In an extraordinary public meeting held last Tuesday at City Hall, the mayor of the City of Pointe-Claire, John Belvedere, and the members of City Council adopted the 2019 budget, which includes not only an increase of expenditures limited to $3.2 million for services offered by the City of Pointe-Claire, but also a very significant increase of $5.8 million for the contributions payable by Pointe-Claire to the City of Montréal for Agglomeration services.

“Once again this year, the contributions payable by the City of Pointe-Claire for the Agglomeration of Montréal will be our main expenditure item. For the first time in our history, we will be forced to give more than half, specifically 51%, of all our residential, commercial, and industrial tax revenues to the City of Montréal,” stated Mayor John Belvedere.

Since the demerger from the City of Montréal in 2006, Pointe-Claire must pay contributions for services offered by the Agglomeration of Montréal, such as the police, the fire department, public transit, water production, air quality, the municipal court, and property assessment. However, the City of Pointe-Claire has no power of influence over the expenditures of the Agglomeration of Montréal, because the City of Montréal alone holds 87.5% of voting rights, as opposed to barely 12.5% for all of the other 15 demerged cities on the island of Montréal, including Pointe-Claire.

In late January 2018, the City of Montréal imposed an unanticipated increase in contribution fees of 6.3%, which is equivalent to $3.7 million and is four times higher than the rate of inflation. This was $3 million more than expected in the fall of 2017, when our 2018 budget was prepared and adopted. Eleven months later, the City of Montréal has imposed a new substantial increase of $2.1 million, which is once again higher than the rate of inflation of 3.3%.

“The sum of the increases imposed on Pointe-Claire by the City of Montréal for Agglomeration fees since January 2018 represent an 8.9% increase in our contribution fees, which is equivalent to $5.8 million and is five times higher than the rate of inflation. This is a heavy burden for our taxpayers, and we have very few options to compensate for these increases. This year, they will unfortunately affect our tax bills,” said Mayor Belvedere.
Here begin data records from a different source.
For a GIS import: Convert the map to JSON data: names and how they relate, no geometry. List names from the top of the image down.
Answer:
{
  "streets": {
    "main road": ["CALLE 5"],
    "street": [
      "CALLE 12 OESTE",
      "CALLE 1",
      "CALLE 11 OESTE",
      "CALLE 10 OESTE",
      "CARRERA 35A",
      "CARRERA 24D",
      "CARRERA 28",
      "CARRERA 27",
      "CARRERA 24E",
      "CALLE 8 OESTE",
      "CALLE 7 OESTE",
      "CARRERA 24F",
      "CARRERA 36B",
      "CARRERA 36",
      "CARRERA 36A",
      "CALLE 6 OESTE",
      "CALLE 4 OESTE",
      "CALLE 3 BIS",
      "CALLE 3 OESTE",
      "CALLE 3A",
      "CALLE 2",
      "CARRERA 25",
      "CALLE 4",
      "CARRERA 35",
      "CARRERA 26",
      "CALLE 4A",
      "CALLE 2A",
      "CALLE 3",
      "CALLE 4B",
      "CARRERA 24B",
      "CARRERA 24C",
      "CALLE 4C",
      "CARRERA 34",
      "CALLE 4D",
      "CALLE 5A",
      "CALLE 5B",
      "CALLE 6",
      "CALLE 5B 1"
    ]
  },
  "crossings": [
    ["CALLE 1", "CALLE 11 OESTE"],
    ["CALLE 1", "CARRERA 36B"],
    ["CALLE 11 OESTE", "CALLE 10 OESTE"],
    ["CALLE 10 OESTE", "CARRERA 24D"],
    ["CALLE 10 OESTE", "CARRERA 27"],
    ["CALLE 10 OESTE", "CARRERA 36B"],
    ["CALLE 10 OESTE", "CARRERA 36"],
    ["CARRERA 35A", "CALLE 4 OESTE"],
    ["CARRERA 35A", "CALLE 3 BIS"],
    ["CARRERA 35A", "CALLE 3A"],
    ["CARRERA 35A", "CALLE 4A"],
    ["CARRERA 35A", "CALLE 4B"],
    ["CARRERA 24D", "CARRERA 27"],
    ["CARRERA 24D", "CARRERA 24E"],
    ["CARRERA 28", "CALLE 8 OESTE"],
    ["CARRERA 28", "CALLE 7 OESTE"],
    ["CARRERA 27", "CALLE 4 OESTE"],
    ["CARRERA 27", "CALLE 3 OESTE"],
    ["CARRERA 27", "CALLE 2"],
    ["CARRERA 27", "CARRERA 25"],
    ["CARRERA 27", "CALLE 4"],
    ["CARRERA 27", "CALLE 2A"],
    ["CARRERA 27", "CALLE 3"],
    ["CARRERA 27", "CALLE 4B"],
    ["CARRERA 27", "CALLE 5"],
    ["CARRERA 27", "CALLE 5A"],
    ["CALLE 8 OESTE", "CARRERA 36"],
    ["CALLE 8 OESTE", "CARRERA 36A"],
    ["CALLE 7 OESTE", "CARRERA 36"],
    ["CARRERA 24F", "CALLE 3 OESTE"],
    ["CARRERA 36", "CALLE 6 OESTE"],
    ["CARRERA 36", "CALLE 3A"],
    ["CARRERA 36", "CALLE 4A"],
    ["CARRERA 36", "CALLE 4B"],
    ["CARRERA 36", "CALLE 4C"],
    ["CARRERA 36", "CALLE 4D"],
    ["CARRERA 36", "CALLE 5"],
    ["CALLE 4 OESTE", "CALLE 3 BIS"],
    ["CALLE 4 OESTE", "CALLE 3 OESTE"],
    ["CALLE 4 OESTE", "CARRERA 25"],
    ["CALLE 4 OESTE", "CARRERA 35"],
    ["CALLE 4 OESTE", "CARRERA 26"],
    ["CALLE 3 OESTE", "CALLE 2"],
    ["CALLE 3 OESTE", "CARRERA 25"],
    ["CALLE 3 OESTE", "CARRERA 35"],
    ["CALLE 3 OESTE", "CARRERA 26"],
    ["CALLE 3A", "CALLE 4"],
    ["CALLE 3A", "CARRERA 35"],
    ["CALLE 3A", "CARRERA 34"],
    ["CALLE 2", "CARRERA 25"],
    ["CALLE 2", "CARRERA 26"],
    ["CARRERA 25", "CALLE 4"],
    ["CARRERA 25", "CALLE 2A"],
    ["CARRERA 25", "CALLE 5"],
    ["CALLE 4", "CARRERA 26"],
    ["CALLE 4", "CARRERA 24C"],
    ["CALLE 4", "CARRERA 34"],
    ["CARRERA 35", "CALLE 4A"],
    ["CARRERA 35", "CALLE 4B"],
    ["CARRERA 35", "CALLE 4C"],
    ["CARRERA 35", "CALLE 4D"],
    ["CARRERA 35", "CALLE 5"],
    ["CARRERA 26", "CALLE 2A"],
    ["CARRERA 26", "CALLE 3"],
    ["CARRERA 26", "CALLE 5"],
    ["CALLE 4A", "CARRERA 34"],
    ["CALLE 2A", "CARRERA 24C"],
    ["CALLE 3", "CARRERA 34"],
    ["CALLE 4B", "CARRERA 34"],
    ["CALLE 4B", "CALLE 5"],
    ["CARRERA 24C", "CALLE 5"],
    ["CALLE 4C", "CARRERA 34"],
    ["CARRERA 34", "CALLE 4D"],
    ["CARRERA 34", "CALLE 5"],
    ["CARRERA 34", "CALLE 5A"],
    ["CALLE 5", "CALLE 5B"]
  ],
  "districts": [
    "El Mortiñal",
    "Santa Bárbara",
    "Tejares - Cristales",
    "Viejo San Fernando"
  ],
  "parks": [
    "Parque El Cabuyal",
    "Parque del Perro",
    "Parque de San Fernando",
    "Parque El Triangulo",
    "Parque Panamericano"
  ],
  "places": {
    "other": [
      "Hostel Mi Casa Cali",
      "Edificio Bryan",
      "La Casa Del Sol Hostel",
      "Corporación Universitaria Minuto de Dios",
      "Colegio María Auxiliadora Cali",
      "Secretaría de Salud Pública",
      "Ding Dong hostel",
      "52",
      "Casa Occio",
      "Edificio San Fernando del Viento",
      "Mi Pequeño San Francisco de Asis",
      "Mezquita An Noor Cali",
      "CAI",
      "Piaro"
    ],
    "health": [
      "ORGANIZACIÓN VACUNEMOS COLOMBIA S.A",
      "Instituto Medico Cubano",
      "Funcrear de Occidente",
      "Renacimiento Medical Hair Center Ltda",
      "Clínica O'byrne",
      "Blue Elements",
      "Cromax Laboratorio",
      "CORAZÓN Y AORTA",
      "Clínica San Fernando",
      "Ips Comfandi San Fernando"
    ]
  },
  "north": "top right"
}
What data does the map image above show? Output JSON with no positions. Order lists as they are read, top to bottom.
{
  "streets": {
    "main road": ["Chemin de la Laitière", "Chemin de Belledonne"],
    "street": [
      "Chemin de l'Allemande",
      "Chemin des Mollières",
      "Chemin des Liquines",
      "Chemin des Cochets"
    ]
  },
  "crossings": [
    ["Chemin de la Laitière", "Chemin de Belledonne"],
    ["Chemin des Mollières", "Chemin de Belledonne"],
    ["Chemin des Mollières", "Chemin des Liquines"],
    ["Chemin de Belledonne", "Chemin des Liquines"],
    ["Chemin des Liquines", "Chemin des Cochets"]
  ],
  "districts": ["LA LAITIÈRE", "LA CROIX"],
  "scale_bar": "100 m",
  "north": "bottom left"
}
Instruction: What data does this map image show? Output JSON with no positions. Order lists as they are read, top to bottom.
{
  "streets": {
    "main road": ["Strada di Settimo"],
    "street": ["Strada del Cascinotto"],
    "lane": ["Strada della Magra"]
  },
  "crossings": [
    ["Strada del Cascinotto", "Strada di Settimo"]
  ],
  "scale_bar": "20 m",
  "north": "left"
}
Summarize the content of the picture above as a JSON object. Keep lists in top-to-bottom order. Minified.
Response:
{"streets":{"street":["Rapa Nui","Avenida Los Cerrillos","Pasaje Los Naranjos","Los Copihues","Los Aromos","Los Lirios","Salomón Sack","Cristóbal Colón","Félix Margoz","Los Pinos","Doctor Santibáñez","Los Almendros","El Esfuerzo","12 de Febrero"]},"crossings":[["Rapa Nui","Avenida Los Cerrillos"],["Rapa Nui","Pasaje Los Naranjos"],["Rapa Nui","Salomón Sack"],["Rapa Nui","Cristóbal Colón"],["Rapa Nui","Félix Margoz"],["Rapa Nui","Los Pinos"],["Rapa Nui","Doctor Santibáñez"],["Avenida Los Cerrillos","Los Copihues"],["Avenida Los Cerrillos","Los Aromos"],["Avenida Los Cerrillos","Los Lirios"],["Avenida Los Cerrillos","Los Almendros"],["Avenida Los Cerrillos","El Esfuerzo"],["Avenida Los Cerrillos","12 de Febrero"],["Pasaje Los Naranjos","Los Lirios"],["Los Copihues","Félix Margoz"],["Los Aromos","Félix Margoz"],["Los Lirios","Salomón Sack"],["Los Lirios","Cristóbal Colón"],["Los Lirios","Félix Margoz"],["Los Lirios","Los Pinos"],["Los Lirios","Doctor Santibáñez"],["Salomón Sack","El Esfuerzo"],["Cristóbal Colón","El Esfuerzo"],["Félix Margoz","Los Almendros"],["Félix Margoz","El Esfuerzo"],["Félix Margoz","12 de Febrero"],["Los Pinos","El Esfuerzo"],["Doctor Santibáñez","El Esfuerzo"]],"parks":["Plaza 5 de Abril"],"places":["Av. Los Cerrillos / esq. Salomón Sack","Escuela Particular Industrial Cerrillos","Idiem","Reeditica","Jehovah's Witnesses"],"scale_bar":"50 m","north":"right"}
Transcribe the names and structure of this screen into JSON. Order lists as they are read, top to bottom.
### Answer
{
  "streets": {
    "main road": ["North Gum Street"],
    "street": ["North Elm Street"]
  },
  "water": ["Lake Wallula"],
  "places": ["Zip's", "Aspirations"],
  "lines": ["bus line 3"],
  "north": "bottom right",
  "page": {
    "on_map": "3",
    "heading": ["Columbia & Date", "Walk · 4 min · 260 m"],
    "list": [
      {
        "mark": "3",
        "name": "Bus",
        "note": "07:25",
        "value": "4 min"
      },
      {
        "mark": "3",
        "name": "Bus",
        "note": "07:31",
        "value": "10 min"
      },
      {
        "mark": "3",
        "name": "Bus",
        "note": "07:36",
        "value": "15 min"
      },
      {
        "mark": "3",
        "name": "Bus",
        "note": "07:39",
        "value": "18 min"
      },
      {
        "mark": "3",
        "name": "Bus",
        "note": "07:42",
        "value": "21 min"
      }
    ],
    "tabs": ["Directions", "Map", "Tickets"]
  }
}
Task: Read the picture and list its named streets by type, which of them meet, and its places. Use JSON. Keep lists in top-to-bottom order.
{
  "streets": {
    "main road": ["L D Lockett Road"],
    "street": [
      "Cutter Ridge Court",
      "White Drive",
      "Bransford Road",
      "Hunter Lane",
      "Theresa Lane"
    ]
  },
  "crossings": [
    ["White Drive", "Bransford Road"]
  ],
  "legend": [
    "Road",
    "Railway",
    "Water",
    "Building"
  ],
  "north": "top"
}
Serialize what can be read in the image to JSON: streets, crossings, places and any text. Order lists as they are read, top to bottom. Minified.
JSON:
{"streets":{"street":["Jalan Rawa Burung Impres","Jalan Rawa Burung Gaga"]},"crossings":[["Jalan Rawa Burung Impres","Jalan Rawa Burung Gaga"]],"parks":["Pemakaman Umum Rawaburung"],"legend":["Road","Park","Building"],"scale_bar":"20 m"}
The tax bill increase in 2019 for an average single-family home assessed at $394,110 will be $207, $137 of which will go toward the decisions of the City of Montréal and $70 toward the services offered by Pointe-Claire.

Moreover, in order to keep municipal infrastructures and equipment in good condition and reduce their long-term maintenance costs while taking advantage of various government grant programs, the City of Pointe-Claire will continue to carry out various infrastructure projects to ensure the variety and quality of municipal infrastructures and services. Some of our plans for 2019 include:

  • Repairs on at least six streets or street sections;
  • The development of the new Tony-Proudfoot Park;
  • The redevelopment of sports facilities at Valois and Cedar Parks;
  • A new major cultural project at Stewart Hall;
  • New sustainable development commitments;
  • The continued implementation of our Special Planning Programs;
  • More public consultations to encourage commitment.

“Our efficient administration and our commitment to preserve the quality of life and the variety of the public services we offer to everyone remain our priorities. Our city has a bright future, and we will continue to work hard to keep Pointe-Claire an exceptional place to live,” said Mayor Belvedere in conclusion.